Required work
Below are some entries. Count how many of their lines include "position", then give that number only.

========================

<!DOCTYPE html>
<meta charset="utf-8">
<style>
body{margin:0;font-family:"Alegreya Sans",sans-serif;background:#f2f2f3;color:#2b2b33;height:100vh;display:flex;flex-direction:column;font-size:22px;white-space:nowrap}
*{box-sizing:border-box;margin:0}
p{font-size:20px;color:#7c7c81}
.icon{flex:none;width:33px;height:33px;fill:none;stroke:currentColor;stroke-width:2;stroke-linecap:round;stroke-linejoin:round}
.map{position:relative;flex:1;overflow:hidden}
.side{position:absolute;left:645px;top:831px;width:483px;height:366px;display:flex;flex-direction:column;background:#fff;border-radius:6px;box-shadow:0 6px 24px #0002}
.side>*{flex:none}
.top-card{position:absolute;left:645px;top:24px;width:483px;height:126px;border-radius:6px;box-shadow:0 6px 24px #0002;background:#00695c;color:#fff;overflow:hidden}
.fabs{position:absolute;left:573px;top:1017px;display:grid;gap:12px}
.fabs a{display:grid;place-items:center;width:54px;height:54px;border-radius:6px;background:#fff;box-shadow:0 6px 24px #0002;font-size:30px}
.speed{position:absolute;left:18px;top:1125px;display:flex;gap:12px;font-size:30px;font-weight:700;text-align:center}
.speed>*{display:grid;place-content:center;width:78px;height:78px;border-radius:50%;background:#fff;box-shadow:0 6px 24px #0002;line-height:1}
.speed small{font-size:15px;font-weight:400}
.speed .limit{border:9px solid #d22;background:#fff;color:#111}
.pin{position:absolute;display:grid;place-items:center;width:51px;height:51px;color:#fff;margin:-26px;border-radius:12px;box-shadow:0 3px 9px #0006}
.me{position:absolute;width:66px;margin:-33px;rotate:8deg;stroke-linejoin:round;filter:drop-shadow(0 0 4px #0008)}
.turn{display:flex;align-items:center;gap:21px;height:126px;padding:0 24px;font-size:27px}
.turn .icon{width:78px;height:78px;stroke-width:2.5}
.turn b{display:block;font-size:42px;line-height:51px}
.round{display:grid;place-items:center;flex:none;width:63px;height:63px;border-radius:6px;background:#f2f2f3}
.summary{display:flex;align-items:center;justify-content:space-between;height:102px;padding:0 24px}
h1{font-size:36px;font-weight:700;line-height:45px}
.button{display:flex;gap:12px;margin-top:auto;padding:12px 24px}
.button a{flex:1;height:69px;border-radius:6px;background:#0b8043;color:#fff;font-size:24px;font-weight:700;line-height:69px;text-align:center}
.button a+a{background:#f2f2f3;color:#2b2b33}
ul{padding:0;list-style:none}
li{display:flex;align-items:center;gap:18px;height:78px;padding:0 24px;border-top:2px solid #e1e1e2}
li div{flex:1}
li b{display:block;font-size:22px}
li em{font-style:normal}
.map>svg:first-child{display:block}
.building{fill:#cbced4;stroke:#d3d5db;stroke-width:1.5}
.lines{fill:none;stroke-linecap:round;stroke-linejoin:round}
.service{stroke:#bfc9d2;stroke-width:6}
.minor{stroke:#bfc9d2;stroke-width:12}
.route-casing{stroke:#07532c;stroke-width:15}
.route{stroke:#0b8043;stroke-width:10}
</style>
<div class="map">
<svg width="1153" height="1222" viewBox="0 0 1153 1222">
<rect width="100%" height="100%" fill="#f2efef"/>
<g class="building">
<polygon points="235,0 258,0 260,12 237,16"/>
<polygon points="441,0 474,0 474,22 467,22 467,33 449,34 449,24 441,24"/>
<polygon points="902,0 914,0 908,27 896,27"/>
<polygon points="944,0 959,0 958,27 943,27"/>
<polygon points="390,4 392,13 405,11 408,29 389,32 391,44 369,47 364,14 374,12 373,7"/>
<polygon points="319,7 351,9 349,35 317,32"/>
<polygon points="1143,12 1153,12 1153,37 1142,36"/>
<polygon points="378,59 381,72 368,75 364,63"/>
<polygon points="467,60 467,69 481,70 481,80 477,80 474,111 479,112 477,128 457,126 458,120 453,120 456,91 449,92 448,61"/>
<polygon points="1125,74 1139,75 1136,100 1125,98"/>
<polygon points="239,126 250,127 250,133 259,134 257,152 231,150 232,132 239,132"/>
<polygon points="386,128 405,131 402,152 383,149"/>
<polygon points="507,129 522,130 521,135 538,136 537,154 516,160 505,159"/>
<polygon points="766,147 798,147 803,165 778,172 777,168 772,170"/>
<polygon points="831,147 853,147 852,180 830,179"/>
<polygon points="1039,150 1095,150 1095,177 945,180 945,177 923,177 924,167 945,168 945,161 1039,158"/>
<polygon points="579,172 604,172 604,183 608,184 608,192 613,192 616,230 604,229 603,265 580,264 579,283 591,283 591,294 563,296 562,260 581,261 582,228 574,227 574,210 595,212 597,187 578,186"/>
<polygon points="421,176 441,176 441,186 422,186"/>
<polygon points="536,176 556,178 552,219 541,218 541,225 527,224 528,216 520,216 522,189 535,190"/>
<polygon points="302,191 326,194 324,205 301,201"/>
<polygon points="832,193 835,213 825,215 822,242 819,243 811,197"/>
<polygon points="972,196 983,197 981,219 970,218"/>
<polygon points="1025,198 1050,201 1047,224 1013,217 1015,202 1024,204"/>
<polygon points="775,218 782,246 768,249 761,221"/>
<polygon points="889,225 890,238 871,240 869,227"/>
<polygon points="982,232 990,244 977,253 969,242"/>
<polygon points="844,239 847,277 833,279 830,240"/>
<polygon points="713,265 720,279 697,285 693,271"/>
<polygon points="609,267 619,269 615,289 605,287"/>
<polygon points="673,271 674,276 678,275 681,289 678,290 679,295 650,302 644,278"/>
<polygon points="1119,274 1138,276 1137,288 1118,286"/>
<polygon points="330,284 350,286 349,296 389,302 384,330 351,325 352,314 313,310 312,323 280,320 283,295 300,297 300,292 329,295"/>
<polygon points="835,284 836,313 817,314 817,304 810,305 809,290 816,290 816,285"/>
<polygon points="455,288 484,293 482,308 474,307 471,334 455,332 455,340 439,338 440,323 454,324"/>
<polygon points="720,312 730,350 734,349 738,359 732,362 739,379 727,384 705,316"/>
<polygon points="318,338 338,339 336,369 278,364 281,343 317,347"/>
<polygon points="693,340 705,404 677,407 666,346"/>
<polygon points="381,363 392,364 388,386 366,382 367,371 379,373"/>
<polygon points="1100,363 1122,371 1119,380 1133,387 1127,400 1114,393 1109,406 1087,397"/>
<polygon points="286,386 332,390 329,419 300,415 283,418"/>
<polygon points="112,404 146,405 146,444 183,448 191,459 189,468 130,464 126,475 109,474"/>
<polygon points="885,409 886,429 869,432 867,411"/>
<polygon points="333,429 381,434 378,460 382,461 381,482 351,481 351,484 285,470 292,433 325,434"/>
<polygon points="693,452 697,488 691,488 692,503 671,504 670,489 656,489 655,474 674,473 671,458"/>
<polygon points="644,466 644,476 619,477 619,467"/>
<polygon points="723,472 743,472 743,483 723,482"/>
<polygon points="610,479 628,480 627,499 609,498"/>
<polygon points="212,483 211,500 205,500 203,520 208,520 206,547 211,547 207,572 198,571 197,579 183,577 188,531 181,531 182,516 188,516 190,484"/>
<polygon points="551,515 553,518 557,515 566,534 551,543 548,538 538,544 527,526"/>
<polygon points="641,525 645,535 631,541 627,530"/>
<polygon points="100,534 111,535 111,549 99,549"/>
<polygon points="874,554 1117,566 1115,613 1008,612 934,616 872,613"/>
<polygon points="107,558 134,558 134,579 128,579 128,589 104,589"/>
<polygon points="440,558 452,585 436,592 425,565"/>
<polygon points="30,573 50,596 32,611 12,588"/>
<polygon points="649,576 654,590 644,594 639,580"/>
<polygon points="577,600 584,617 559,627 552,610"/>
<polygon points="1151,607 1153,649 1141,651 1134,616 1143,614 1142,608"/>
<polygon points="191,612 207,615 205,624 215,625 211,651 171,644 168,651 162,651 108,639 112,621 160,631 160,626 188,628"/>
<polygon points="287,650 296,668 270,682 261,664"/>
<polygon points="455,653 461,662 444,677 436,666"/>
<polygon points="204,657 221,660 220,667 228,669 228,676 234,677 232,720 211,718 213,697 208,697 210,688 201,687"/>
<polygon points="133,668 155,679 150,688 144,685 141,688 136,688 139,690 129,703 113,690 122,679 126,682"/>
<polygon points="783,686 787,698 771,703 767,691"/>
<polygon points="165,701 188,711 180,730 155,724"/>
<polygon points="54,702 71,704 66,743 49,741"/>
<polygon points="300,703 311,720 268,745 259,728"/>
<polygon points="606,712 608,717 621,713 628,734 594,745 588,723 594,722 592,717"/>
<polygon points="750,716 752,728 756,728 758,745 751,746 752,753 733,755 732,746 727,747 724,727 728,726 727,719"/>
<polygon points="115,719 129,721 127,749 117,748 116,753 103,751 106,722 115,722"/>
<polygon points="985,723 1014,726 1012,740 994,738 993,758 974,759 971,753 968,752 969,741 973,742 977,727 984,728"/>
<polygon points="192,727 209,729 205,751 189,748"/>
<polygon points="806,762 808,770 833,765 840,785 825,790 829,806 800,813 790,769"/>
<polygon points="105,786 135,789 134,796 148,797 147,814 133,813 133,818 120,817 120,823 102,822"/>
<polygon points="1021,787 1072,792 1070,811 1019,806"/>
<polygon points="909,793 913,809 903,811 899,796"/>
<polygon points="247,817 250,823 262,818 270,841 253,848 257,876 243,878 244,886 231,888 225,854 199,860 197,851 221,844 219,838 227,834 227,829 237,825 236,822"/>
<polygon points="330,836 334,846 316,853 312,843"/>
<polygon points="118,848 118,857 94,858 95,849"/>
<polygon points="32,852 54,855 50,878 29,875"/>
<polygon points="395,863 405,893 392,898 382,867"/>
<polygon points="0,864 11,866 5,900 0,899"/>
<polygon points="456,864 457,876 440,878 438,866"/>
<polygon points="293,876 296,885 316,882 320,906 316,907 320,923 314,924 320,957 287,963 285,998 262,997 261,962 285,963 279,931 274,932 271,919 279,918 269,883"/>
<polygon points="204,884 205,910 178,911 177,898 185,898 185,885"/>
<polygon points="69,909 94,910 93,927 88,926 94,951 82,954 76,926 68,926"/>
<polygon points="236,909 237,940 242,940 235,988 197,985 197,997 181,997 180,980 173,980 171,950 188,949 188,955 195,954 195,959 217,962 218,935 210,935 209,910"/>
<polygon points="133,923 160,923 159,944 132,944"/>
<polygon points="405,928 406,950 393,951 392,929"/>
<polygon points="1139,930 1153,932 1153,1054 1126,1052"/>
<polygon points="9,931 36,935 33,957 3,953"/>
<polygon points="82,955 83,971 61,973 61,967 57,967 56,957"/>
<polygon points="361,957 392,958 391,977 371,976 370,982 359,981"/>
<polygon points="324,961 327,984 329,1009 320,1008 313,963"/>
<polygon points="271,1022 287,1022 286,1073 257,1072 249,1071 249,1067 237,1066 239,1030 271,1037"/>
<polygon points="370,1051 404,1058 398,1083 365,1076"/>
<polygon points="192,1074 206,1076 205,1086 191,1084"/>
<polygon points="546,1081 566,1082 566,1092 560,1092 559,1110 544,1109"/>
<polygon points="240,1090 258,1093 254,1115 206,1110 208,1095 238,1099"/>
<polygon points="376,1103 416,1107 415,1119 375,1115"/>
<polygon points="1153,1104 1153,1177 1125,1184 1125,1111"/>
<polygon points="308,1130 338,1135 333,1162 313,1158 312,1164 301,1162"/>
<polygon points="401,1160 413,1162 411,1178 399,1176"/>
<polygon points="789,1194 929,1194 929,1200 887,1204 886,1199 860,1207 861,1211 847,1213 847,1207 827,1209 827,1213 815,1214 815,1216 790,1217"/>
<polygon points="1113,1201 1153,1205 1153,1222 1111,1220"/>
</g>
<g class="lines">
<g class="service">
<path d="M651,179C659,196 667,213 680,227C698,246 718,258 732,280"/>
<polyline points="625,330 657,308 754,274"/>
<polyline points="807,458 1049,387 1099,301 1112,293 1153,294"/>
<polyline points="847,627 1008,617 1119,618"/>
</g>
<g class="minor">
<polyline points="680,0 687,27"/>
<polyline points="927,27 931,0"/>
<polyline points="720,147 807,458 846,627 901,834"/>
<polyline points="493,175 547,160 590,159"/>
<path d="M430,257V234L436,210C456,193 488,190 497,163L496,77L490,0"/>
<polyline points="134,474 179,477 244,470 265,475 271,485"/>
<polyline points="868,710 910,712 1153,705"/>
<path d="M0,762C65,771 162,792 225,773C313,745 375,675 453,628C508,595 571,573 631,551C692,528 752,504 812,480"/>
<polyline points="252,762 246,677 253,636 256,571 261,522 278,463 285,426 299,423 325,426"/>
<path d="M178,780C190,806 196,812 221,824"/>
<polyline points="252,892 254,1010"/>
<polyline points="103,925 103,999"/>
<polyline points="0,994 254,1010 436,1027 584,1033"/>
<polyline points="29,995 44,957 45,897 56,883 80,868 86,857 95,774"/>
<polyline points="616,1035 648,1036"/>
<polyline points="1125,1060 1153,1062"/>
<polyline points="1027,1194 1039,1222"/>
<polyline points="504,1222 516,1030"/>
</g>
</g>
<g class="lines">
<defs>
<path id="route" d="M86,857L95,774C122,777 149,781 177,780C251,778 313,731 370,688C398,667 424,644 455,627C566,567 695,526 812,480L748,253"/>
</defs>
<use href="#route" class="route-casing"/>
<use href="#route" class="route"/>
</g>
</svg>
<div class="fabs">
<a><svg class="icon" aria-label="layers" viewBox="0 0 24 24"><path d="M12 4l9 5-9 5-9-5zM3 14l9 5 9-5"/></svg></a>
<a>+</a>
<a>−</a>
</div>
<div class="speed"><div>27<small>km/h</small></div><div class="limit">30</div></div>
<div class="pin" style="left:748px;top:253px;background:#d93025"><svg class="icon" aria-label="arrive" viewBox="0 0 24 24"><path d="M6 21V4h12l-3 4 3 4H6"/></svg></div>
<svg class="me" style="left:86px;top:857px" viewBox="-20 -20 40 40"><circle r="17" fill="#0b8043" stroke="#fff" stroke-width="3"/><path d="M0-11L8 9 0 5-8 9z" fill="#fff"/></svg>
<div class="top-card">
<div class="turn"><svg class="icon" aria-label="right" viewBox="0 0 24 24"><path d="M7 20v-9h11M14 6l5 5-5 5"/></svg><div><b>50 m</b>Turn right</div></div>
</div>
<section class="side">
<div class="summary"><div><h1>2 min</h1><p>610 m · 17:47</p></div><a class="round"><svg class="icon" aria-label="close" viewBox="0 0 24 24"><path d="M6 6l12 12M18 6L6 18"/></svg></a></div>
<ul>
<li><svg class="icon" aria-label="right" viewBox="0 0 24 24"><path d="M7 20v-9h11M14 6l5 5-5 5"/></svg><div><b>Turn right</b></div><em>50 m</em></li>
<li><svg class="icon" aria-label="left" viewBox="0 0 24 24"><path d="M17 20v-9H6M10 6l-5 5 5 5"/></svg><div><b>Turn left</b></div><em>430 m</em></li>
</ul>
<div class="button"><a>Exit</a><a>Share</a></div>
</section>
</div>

========================

Answer to this task
7